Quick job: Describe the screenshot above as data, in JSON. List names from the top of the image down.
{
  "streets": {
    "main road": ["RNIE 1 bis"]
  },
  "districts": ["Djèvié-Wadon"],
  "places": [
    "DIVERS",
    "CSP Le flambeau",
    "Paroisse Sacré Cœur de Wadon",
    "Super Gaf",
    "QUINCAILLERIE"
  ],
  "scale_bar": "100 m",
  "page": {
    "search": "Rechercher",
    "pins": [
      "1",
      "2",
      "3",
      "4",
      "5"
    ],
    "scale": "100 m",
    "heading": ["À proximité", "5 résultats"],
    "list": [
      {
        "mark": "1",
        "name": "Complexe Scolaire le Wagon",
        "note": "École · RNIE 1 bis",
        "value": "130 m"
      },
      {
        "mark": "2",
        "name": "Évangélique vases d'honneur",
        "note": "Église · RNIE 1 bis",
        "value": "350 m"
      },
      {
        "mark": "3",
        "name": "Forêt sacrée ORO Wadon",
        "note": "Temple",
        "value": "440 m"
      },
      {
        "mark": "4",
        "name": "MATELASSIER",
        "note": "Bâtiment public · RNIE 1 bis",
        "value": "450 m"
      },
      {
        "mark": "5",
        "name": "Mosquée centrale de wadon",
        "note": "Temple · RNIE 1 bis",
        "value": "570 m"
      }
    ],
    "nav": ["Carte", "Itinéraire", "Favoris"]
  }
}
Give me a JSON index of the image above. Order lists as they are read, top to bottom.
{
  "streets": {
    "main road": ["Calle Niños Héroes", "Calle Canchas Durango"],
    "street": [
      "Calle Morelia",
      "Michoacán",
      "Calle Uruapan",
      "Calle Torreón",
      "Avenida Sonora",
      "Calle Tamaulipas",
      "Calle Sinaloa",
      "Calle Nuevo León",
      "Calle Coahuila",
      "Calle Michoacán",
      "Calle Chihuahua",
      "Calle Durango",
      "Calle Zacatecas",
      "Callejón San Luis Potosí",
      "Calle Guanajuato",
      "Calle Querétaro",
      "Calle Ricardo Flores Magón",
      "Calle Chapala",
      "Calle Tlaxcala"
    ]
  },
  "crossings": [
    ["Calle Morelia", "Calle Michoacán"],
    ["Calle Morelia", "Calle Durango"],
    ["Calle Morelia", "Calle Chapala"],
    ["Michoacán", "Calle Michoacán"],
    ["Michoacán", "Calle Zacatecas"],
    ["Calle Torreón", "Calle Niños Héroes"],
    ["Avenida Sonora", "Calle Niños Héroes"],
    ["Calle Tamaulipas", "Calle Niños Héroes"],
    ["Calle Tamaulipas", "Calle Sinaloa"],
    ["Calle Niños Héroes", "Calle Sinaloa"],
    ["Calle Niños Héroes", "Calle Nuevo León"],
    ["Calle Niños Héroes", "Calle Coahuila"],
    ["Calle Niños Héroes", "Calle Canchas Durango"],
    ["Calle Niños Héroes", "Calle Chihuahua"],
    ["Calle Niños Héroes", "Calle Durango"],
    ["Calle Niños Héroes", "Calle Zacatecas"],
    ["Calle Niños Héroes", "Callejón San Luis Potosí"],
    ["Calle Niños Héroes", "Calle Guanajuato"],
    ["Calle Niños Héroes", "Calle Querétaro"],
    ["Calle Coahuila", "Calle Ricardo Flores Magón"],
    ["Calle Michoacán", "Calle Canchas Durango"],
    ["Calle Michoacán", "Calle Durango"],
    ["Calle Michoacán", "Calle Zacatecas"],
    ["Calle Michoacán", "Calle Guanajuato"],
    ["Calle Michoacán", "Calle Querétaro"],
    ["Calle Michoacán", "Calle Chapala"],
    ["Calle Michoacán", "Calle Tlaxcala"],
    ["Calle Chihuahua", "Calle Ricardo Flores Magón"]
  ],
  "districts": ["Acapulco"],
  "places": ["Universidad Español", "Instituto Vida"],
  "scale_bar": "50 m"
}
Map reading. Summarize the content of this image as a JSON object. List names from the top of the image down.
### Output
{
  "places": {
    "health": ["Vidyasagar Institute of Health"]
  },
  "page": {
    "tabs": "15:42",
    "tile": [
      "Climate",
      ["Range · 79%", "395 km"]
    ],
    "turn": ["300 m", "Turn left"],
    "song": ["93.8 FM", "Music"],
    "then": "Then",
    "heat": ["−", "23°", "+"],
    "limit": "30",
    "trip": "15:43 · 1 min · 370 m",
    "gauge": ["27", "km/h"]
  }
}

#### Work instructions
Search the listing above for "Chapala" and copy every line that has it.

#### Exercise solution
      "Calle Chapala",
    ["Calle Morelia", "Calle Chapala"],
    ["Calle Michoacán", "Calle Chapala"],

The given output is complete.